The House passed legislation Monday evening to reform the United States Secret Service, which has been plagued with a string of mishaps and scandals, including an incident involving a fence jumper who made it into the East Room of the White House.

Lawmakers voted 365-16 to pass bipartisan Secret Service Improvement Act, authored by House Judiciary Committee Chairman Bob Goodlatte, R-Va., and backed nearly universally by both parties.

The bill mandates more training hours, more oversight and improvement to eliminate vulnerabilities in the agency, such as a recent drone landing on the White House lawn.
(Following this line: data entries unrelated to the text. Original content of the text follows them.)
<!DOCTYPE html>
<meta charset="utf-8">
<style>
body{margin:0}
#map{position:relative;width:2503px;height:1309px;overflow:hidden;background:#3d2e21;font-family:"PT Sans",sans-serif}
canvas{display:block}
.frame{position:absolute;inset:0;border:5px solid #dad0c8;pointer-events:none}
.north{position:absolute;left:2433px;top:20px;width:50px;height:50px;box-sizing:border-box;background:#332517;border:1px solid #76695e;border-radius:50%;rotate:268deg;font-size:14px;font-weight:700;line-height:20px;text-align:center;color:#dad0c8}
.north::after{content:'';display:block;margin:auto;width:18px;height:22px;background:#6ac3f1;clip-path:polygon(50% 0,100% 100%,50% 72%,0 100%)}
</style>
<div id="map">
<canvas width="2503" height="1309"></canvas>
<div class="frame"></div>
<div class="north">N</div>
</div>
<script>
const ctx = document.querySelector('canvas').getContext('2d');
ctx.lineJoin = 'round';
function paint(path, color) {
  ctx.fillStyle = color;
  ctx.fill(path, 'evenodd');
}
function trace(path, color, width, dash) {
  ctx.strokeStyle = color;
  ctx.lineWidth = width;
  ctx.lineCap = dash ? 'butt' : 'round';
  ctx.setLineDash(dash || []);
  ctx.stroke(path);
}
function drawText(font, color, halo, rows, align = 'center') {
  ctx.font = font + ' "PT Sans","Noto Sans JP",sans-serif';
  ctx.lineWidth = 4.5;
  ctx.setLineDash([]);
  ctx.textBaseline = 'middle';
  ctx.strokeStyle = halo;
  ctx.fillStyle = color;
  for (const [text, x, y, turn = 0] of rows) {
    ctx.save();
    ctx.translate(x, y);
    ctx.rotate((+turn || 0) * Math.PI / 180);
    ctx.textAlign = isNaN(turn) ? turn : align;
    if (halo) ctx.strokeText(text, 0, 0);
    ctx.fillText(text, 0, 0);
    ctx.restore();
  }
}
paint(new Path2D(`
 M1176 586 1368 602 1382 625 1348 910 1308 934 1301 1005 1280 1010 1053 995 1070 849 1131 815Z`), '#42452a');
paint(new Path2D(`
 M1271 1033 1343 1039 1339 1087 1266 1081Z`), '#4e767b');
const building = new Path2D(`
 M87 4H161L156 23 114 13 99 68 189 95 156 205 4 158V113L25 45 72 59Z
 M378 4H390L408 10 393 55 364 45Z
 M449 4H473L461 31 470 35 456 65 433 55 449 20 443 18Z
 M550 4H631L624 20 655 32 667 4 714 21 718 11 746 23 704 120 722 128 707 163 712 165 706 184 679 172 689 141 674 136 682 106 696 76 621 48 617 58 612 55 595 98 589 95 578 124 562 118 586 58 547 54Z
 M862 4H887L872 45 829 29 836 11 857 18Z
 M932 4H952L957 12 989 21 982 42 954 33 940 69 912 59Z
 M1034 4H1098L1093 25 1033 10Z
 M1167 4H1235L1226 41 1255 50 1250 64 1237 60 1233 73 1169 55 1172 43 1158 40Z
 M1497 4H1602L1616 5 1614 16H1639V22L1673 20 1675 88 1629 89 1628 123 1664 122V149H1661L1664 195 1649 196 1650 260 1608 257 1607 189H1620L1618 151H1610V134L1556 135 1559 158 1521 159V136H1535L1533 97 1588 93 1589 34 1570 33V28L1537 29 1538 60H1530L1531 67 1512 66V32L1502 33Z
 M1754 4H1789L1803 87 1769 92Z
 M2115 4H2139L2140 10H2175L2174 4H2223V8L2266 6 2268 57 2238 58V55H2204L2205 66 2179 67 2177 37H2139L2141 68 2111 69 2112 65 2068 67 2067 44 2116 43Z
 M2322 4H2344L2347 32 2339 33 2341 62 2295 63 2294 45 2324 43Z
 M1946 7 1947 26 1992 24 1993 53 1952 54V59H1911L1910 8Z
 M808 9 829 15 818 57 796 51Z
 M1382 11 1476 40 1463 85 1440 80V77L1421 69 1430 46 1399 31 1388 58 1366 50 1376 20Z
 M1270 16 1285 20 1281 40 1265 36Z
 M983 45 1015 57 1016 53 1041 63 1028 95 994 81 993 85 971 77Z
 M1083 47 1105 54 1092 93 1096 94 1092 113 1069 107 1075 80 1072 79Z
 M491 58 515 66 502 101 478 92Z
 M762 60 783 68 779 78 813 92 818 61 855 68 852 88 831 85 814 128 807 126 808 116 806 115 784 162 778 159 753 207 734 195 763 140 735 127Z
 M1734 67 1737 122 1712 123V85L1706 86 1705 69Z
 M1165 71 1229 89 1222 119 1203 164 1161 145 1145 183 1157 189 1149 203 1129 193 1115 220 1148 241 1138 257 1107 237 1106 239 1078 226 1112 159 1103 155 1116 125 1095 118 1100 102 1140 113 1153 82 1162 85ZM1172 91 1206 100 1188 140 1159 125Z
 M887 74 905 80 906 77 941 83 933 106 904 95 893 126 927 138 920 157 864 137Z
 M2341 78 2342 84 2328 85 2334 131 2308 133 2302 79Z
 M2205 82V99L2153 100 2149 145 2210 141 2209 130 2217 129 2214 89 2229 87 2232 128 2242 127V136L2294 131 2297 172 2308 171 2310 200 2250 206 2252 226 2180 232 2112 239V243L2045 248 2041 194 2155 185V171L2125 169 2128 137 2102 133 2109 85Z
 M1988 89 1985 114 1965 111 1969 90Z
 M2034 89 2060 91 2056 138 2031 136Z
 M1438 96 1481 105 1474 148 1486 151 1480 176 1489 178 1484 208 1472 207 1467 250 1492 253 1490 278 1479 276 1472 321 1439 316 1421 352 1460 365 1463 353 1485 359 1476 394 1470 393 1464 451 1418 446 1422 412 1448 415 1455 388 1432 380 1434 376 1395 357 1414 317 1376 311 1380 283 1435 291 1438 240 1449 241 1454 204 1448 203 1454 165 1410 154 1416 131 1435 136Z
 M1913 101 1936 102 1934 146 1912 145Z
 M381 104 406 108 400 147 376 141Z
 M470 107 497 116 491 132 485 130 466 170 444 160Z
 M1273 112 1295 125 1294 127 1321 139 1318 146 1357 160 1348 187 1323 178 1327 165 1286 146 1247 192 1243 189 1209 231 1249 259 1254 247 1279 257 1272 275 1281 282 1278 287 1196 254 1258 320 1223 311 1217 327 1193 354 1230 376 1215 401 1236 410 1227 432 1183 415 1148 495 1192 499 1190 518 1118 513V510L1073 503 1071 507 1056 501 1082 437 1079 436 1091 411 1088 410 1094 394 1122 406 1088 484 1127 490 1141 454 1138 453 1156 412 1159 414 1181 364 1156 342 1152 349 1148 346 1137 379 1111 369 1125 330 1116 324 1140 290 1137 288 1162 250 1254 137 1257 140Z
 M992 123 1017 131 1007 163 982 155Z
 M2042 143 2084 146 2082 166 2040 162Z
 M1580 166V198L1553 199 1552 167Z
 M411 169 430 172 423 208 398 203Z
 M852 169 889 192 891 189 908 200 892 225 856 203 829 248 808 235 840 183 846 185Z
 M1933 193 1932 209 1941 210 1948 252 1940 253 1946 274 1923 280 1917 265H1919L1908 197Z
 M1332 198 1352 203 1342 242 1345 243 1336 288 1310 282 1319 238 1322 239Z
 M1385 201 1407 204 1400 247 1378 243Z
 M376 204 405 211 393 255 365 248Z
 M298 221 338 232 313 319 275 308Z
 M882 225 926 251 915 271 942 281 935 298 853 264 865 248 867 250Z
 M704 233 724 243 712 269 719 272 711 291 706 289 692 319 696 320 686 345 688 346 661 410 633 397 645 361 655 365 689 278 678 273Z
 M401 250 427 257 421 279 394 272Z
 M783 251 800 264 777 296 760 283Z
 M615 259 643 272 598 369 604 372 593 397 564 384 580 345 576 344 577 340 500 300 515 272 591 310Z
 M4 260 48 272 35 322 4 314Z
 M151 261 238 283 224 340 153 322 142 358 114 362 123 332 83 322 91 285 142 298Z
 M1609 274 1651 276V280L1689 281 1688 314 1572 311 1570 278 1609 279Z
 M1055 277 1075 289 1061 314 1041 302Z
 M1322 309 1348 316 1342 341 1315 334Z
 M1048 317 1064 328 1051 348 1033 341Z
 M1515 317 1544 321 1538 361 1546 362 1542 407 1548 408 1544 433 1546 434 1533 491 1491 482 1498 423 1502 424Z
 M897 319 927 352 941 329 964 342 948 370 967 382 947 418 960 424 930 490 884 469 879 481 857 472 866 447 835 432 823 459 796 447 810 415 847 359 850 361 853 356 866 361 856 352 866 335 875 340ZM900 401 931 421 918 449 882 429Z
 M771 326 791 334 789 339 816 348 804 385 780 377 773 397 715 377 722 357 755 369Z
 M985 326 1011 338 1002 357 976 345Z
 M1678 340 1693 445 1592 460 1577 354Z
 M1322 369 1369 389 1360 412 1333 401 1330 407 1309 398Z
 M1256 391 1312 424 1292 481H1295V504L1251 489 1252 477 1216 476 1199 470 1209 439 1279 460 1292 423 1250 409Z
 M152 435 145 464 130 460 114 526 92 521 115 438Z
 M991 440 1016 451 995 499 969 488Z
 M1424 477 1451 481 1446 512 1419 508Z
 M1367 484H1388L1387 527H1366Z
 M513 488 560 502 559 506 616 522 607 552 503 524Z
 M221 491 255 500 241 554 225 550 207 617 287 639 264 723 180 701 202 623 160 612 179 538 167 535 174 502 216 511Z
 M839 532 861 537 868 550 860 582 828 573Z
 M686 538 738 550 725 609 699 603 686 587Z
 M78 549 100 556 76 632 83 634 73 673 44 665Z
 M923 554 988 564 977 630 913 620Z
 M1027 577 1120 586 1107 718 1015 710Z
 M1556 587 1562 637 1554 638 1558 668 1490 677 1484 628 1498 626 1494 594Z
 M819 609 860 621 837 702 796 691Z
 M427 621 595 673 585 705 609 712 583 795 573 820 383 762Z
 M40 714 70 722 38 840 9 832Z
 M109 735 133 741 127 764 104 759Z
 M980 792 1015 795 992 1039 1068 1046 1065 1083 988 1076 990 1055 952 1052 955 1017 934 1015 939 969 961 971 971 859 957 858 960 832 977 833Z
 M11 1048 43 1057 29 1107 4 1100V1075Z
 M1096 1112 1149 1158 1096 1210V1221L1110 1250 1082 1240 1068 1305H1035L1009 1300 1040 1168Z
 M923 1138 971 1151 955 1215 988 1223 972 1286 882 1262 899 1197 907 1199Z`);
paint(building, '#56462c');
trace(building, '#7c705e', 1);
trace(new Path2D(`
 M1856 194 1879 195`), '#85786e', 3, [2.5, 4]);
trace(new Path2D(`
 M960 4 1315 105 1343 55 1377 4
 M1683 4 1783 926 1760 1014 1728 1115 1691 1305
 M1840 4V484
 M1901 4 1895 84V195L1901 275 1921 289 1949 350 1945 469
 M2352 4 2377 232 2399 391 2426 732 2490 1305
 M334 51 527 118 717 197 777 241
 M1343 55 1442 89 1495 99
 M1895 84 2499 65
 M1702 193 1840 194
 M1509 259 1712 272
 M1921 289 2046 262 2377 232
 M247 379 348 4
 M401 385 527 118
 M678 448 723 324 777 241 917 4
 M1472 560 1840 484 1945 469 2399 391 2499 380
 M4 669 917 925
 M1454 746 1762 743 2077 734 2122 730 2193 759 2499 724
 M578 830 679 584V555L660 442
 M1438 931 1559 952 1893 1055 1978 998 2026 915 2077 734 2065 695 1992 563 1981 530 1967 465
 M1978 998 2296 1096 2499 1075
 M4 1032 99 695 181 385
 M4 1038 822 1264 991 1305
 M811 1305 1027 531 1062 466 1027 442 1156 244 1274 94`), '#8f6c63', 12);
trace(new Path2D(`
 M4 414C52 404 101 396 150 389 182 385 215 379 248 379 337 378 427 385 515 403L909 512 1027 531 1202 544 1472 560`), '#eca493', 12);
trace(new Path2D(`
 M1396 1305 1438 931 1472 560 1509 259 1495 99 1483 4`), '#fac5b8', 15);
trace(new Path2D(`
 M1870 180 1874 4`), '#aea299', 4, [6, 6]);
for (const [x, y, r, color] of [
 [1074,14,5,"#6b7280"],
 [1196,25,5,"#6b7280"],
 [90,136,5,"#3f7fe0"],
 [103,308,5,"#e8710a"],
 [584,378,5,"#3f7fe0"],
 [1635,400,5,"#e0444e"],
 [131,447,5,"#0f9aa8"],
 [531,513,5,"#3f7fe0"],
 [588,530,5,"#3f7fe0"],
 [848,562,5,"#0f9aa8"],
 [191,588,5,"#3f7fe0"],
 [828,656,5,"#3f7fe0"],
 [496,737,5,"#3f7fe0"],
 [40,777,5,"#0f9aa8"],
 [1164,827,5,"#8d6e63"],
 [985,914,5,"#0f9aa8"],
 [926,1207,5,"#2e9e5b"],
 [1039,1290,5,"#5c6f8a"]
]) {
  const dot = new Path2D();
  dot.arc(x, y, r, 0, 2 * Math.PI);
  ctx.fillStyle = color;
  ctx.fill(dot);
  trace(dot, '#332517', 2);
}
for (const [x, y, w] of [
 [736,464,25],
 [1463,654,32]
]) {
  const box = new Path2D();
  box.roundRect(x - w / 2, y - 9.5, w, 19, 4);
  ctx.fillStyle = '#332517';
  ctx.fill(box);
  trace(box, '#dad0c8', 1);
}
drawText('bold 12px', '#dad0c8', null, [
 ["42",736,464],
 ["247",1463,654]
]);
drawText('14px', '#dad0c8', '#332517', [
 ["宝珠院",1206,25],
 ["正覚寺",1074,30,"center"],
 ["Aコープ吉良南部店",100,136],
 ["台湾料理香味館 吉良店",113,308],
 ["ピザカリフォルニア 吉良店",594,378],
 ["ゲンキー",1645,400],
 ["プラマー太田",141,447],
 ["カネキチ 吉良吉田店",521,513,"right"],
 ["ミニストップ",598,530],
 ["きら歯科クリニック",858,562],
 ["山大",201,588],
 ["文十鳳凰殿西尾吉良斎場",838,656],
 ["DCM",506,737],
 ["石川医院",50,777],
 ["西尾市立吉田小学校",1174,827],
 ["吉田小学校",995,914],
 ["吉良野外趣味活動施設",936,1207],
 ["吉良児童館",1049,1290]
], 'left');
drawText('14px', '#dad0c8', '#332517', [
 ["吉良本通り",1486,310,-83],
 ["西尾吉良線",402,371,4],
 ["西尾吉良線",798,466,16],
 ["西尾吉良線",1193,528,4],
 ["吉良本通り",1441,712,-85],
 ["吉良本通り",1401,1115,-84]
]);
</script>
The bill would also boost manpower significantly, requiring the agency director to hire no fewer than 80 new agents and 200 additional division officers. The bill authorizes funding to pay for the additional resources for the agency, but it also includes new congressional oversight by requiring the Secret Service director to be confirmed by the Senate, rather than simply appointed by the president.

"The person entrusted to not only protect the president, but to also head a $1.5 billion federal law enforcement agency, should be subject to the same process of advice and consent of the Senate as his counterparts at other comparable agencies," Goodlatte said.

In addition to security breaches, the Secret Service has grappled with cases of misconduct stemming back to 2012, when Secret Service agents on an advance trip to Colombia were found to have brought prostitutes to their hotel rooms.

The legislation would require the agency to establish an ethics office within the office of the general counsel, "in order to respond to rectify and help prevent misconduct at the agency," Goodlatte said.

Washington D.C.'s non-voting delegate, Democrat Eleanor Holmes Norton, praised the bill for reforms that excluded new restrictions to Pennsylvania Avenue in front of the White House, where the public can travel freely.

"The fence jumper had already shown that the Secret Service could not meet, or could not be expected to meet, its zero-failure mission," Norton said. "Today's bill shows Congress takes reform of the Secret Service very seriously."